Planning professionals welcomed an additional pedestrian bridge in the area, but a district lawmaker said he was surprised he was not told about the project.
In a press release on Wednesday, the Chief Executive in Council confirmed it had approved a bid by Swire Properties to get a waiver on premium payable for modifying a lease in allowing the construction of the bridge.
An inquiry to the Development Bureau about the exact amount of the waiver was not answered by press time.
The statement also said the proposal was in line with a pilot scheme announced in the 2016 Policy Address, which encouraged land owners in Kowloon East to construct pedestrian links by waiving premiums.
Plans which improve walkability and connectivity in other districts would also be considered on a case-by-case basis.
Spanning roughly 100m across Queensway, the proposed bridge will allow pedestrians direct access from Pacific Place to Rodney Street, where they can find an exit – yet to be opened – for the MTR’s South Island Line and the future Sha Tin to Central link.
It will also be joined to an existing footbridge network to the central government offices and the Legislative Council.
Ivan Ho Man-yiu, vice-president of the Hong Kong Institute of Urban Design, said the project had obvious merits. “It definitely improves connectivity for offices around the Admiralty area, which is very busy,” he said.
Asked if Swire Properties would benefit from the deal, Ho said since Pacific Place was already very popular at the moment, adding another bridge would make little difference in terms of business.
Raymond Chan Yuk-ming, a former president of the Institute of Surveyors, estimated that the bridge could cost roughly around HK$100 million.
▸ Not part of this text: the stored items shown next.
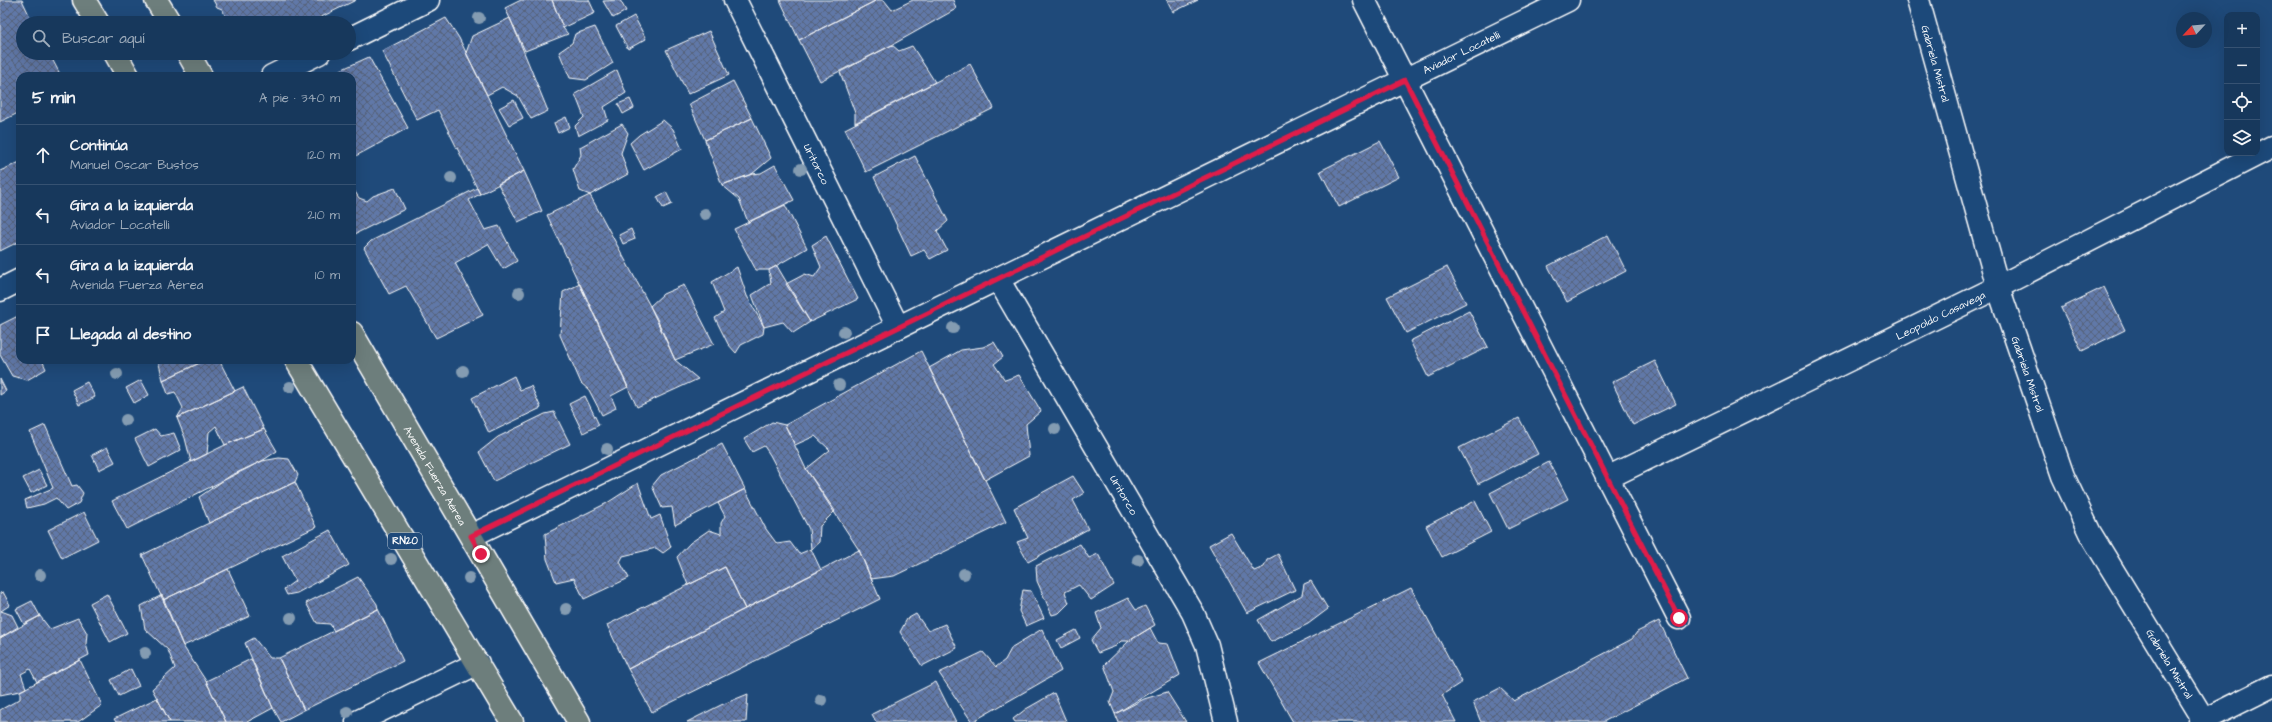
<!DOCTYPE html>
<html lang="es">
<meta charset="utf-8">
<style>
:root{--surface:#17385c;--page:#203f62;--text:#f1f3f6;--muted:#9eacbb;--line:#365272}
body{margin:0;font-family:"Architects Daughter",sans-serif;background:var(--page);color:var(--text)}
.controls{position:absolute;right:12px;top:12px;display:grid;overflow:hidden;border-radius:8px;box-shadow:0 4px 16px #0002}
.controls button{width:36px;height:36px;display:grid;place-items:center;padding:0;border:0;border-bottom:1px solid var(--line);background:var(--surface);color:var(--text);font:20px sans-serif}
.compass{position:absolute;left:2176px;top:12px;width:36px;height:36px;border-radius:50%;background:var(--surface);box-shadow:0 4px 16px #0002;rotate:244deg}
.stop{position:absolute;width:12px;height:12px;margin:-9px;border:3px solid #e11d48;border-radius:50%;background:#fff}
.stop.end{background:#e11d48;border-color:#fff;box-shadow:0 1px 4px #0008}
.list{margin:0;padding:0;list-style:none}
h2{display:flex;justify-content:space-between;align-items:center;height:52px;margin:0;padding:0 16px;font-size:17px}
h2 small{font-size:13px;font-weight:400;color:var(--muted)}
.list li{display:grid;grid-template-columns:26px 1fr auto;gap:12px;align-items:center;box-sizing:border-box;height:60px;padding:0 16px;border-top:1px solid var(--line)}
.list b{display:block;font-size:15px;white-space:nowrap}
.list p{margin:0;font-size:13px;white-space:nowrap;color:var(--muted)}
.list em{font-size:13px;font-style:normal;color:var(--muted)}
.icon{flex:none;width:22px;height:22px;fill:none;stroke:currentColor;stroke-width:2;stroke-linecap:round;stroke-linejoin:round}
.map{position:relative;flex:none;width:2272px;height:722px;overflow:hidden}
.search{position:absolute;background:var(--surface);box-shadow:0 4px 16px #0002;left:16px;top:16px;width:340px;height:44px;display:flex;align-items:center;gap:10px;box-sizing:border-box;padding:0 14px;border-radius:22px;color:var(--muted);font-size:15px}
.panel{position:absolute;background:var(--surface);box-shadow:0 4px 16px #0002;left:16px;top:72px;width:340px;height:292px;border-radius:12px}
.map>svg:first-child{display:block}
.building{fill:url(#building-cross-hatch);stroke:#fff}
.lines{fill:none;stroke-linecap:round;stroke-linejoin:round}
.minor-casing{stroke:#fff;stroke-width:25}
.primary-casing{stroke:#fff;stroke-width:25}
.minor{stroke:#1f4a7a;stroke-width:22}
.primary{stroke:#6d7e7c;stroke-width:22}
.tree{fill:#849cb2}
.route{stroke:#e11d48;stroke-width:5}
.labels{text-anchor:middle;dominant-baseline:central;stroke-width:3.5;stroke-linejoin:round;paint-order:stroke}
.shield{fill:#1f4a7a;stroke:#bcc9d7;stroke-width:1}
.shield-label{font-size:10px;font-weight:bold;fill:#fff}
.street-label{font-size:11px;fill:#fff;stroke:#1f4a7a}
</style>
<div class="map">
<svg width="2272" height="722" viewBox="0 0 2272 722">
<defs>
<pattern id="building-cross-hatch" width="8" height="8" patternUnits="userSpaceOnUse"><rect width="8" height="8" fill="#6078a8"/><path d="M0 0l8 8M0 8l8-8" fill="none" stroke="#56627a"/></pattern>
</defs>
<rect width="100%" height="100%" fill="#1f4a7a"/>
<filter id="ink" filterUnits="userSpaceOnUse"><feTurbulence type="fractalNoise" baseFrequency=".025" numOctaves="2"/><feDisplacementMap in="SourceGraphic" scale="8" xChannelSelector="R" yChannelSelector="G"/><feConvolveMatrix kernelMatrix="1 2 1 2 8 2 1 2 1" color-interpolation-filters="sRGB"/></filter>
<g filter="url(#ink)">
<path class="building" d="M 0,0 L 22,0 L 33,23 L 23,23 L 23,53 L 49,53 L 61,76 L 20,76 L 20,112 L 0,122 Z
M 213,0 L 356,0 L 309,23 L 257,23 L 256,21 L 252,23 L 229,23 L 222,9 L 217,7 Z
M 521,0 L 552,0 L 563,28 L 568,34 L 525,51 L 505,8 Z
M 552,0 L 589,0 L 595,13 L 563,28 Z
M 620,0 L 626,11 L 613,18 L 603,1 Z
M 780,0 L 877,0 L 799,40 Z
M 877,0 L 884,0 L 892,10 L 913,0 L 953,0 L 956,9 L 892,45 L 820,81 L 799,40 Z
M 1167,0 L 1198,0 L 1173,12 Z
M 634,16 L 646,39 L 628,49 L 616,26 Z
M 446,18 L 459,38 L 524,171 L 480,194 L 438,110 L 417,120 L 382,51 Z
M 510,18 L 548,111 L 531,119 L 518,96 L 502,87 L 487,95 L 466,53 L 472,36 Z
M 595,27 L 613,63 L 586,80 L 570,78 L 559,52 L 572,43 L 575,34 Z
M 709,31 L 729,75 L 688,94 L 666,50 Z
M 892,45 L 899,51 L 912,46 L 935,82 L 855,123 L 855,113 L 840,72 Z
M 369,57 L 408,128 L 352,158 L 352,76 L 327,76 Z
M 970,64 L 994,108 L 866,172 L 845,129 Z
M 617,70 L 626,93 L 604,107 L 608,120 L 578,136 L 575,126 L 584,117 L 575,94 Z
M 733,81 L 752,118 L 705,140 L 689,104 Z
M 630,99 L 634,108 L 623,114 L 618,104 Z
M 514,100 L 523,118 L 509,125 L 499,108 Z
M 566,117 L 570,127 L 558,133 L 554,123 Z
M 752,118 L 771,158 L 752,174 L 722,185 L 705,140 Z
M 663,120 L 673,129 L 682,149 L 644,170 L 630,143 L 639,135 Z
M 622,124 L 628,133 L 621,153 L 628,174 L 590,195 L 580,191 L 573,169 L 581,155 L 580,147 Z
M 1380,141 L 1399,177 L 1339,207 L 1320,171 Z
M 915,156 L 948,221 L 937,231 L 947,250 L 930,259 L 924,250 L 911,256 L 874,177 Z
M 20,162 L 20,241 L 0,251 L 0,171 Z
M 775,165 L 794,200 L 748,222 L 739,199 L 722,185 L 752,174 L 761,173 Z
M 524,171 L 542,211 L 518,222 L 498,184 Z
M 352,187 L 359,198 L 367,201 L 373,196 L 395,188 L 405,209 L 355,234 L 352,228 Z
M 477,188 L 480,194 L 469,200 L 485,230 L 499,226 L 517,261 L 503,269 L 488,244 L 455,263 L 483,315 L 436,338 L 406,286 L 389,294 L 364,248 L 371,241 Z
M 666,192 L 672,204 L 663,208 L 657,197 Z
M 590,195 L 657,319 L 675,360 L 698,379 L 637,407 L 547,215 Z
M 785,205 L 807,248 L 769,270 L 756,270 L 734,229 Z
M 631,229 L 635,239 L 623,244 L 619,235 Z
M 1608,235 L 1626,271 L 1567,302 L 1548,266 Z
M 826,236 L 858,299 L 810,322 L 786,284 L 805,274 L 814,277 L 821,267 L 812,245 Z
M 777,266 L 810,322 L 793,333 L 783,322 L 764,327 L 752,295 L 771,283 L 769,270 Z
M 737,267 L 747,296 L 764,327 L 763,334 L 741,345 L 736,353 L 728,344 L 715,318 L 724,312 L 712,282 Z
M 1447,267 L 1466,303 L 1406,333 L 1387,297 Z
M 580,284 L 628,387 L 611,396 L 616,408 L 602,415 L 589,390 L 581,383 L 560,335 L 563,292 Z
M 684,285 L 714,344 L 675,360 L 650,306 L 663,294 Z
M 2104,287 L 2125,330 L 2082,351 L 2061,308 Z
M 1469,311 L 1488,347 L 1428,377 L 1410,341 Z
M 20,315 L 20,360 L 42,360 L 46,369 L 27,380 L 12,376 L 0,355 L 0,325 Z
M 994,342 L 1003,357 L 994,364 L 1005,380 L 1019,375 L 1041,411 L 1026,424 L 1029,456 L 985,480 L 929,368 L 961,350 L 983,347 Z
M 921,351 L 1006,522 L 894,576 L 871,579 L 859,550 L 806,469 L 830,450 L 815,436 L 795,445 L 785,425 Z
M 158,360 L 206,360 L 163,380 Z
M 206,360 L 219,360 L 235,391 L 177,418 L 183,408 L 175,392 L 168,394 L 163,380 Z
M 1655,361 L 1676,404 L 1633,425 L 1612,382 Z
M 514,376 L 520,390 L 531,386 L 541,408 L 489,433 L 472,398 Z
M 0,379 L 6,391 L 0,395 Z
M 141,380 L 149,395 L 134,403 L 126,388 Z
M 87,382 L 95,397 L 79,405 L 72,390 Z
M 243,387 L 264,429 L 225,445 L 216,426 L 209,432 L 207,454 L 191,462 L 185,438 L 177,418 Z
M 585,396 L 599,425 L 583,433 L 569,404 Z
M 554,412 L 570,444 L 494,481 L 479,452 L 498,437 L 545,414 Z
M 1519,418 L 1538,454 L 1478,484 L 1459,448 Z
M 772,422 L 785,425 L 806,469 L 835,511 L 820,526 L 819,542 L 811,549 L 809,529 L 770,455 L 764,446 L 752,452 L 744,439 Z
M 45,425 L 72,486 L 77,485 L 83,493 L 79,503 L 66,510 L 56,498 L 44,504 L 27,508 L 25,500 L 53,488 L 30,432 Z
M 155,429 L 161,436 L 174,433 L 181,450 L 149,467 L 135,439 Z
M 264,429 L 277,451 L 262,461 L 127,529 L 112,501 L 225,445 Z
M 722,444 L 745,489 L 675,525 L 672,507 L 662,508 L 652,486 L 661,475 Z
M 107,447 L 115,462 L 99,470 L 92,455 Z
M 279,458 L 289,459 L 298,475 L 295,482 L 209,523 L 199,497 L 230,476 L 262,461 Z
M 1549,462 L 1568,499 L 1508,529 L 1490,493 Z
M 39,470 L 47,485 L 31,493 L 23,478 Z
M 1073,476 L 1084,493 L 1073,500 L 1088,529 L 1028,562 L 1017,542 L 1028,538 L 1014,508 Z
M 295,482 L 316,527 L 163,600 L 142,555 Z
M 638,483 L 651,519 L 660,515 L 671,547 L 663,553 L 656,548 L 623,556 L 620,562 L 629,578 L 584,599 L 574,578 L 556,582 L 547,559 L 545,534 L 607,503 Z
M 745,489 L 766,529 L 777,544 L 790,542 L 799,554 L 811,549 L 821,570 L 745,609 L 725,567 L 688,585 L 677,557 L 690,543 L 709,530 L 721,534 L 721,523 L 725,516 L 718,503 Z
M 1475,501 L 1491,532 L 1442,557 L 1426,526 Z
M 84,512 L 98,540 L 62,558 L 48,530 Z
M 330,530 L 349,565 L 297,593 L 287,595 L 284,589 L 295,581 L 282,556 Z
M 1231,533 L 1254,571 L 1264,567 L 1267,560 L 1278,554 L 1295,590 L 1247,613 L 1209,545 Z
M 1080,544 L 1089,558 L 1098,554 L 1114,585 L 1091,600 L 1079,585 L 1065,592 L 1069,603 L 1059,613 L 1052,615 L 1037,581 L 1036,566 Z
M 859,550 L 880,599 L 652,712 L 628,669 Z
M 725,567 L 745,609 L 628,669 L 607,625 Z
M 228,569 L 250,616 L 183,646 L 163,600 Z
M 358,577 L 377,604 L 378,609 L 334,631 L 330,624 L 317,623 L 306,603 Z
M 1311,581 L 1328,609 L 1308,624 L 1271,642 L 1258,620 L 1302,595 L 1304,584 Z
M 1411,588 L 1462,682 L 1442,695 L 1456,722 L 1293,722 L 1259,663 Z
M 1023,590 L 1031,591 L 1044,618 L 1026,626 L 1019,611 Z
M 3,592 L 10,605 L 1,611 L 12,615 L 18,627 L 0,638 L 0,593 Z
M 107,594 L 127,633 L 110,642 L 90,603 Z
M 162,595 L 183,646 L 206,681 L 226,722 L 170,722 L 152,689 L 175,668 L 168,650 L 145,629 L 141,606 Z
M 1128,598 L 1136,610 L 1145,606 L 1155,625 L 1129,641 L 1121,641 L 1116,646 L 1098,653 L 1091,640 L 1101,628 L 1096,613 Z
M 32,601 L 40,616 L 24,624 L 16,609 Z
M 378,609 L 403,661 L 304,710 L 279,658 Z
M 916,614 L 928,631 L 945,624 L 957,648 L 922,666 L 900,632 L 907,619 Z
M 40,616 L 50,629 L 78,618 L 87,633 L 86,644 L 89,655 L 37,682 L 30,669 L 21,674 L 26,688 L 20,691 L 0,695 L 0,638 Z
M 1659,621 L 1687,678 L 1603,722 L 1481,722 L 1480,720 L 1473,702 L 1500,688 L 1514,701 L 1632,639 L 1637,632 Z
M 1150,628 L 1158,643 L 1168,644 L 1180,675 L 1115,714 L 1110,702 L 1114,692 L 1104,665 L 1129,641 Z
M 1042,629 L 1061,671 L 972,722 L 939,673 L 983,652 L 996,667 L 1005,660 L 1012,647 Z
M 1076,630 L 1080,638 L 1061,648 L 1057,640 Z
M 254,638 L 270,658 L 279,658 L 304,710 L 281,722 L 273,708 L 245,643 Z
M 251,659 L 273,708 L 247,722 L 226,722 L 206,681 Z
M 80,660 L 102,705 L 78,722 L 0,722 L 0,710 L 20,699 L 20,691 Z
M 131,669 L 139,686 L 119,696 L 111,680 Z
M 936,682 L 956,722 L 876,722 L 872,714 Z
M 1167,692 L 1186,722 L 1118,722 L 1115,714 L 1144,699 Z
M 1054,693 L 1066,721 L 1015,722 L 1013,719 L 1026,709 Z
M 748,694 L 746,722 L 687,722 L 721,705 Z
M 157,698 L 170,722 L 116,722 L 114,719 Z"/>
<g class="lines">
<defs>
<g id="minor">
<path id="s1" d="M 735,0 L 898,327"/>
<path d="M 1364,0 L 1679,618"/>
<path id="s2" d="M 1918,0 L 1998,287 L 2063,476 L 2090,533 L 2204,720"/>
<path d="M 349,39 L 428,0"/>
<path d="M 272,76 L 319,53"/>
<path id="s3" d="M 998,279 L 1193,613 L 1207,645 L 1226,722"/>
<path d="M 0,290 L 20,280"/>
<path id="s4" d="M 1607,478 L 1998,287 L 2272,147"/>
<path id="s5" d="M 471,536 L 1568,0"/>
<path d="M 357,722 L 478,663"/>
<path d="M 2200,722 L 2272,686"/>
</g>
<g id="primary">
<path d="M 84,0 L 98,23"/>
<path d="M 156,0 L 170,23"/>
<path d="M 115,53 L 128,76"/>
<path d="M 188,53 L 201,76"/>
<path id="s6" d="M 352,333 L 579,722"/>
<path d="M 296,360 L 512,722"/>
</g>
</defs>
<use href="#minor" class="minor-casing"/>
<use href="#primary" class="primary-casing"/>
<use href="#minor" class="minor"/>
<use href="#primary" class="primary"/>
</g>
<g class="tree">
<circle cx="479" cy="18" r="6"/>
<circle cx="801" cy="169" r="6"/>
<circle cx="451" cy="178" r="6"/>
<circle cx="705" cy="214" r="6"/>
<circle cx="519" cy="293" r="6"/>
<circle cx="953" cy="328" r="6"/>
<circle cx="844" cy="332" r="6"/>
<circle cx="463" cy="371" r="6"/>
<circle cx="117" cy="374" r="6"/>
<circle cx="839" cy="385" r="6"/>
<circle cx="290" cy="387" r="6"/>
<circle cx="126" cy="420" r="6"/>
<circle cx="1055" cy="429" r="6"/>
<circle cx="607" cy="449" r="6"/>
<circle cx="391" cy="559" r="6"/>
<circle cx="1138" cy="560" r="6"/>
<circle cx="964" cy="574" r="6"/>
<circle cx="40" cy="575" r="6"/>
<circle cx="469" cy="578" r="6"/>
<circle cx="566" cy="609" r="6"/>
<circle cx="291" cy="618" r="6"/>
<circle cx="145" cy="653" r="6"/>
<circle cx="821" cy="700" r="6"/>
<circle cx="347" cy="712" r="6"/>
</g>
</g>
<g class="lines" filter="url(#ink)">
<path class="route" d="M 481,554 L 471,536 L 1405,80 L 1679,618"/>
</g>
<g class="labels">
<rect class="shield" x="388" y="533" width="34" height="16" rx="3"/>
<g class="shield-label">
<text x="405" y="541">RN20</text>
</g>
<g class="street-label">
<text stroke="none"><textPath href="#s5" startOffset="1102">Aviador Locatelli</textPath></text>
<text stroke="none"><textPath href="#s2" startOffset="66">Gabriela Mistral</textPath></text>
<text stroke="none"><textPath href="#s1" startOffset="183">Uritorco</textPath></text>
<text stroke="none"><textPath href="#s4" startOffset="371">Leopoldo Casavega</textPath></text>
<text stroke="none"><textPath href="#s2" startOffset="390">Gabriela Mistral</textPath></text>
<text stroke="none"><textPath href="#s6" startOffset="165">Avenida Fuerza Aérea</textPath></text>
<text stroke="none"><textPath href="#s3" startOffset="250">Uritorco</textPath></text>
<text stroke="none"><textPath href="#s2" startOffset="714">Gabriela Mistral</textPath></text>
</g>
</g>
</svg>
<div class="controls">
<button>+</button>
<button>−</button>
<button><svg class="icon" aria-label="locate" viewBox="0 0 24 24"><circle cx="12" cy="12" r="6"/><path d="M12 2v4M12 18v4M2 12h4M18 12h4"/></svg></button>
<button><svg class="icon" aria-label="layers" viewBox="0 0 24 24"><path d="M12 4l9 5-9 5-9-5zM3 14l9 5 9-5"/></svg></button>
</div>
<svg class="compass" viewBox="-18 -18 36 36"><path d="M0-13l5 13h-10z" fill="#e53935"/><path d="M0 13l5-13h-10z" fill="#9eacbb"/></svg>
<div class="stop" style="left:1679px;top:618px"></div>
<div class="stop end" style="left:481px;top:554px"></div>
<div class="search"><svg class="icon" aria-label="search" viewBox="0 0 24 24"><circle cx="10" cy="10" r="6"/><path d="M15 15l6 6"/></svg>Buscar aquí</div>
<section class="panel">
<h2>5 min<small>A pie · 340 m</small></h2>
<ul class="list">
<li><svg class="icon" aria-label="ahead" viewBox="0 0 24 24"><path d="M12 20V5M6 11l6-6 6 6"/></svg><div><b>Continúa</b><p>Manuel Oscar Bustos</p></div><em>120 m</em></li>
<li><svg class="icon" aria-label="left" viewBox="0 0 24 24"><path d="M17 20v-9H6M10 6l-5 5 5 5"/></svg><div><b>Gira a la izquierda</b><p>Aviador Locatelli</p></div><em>210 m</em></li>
<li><svg class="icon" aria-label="left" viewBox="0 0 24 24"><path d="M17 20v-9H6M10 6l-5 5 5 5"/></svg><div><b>Gira a la izquierda</b><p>Avenida Fuerza Aérea</p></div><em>10 m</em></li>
<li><svg class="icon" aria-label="arrive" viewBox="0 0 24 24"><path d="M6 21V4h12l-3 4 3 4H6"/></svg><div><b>Llegada al destino</b></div></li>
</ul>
</section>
</div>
He said the complex location of the site and the proximity of the MTR station added to the costs.
Lawmaker Ted Hui Chi-fung, who represents the district, said the District Council would usually be consulted first, but it was not in this case. “That is a little strange ... but people usually welcome projects which give them more convenient access,” he said, pointing to the MTR exit, which when opened will see a significant flow of pedestrians.
A Swire Properties spokesman welcomed the move. “A concrete timetable will come only after the footbridge’s design is confirmed at a later stage,” he said, adding that Swire would work closely with authorities to fulfil the relevant statutory procedures.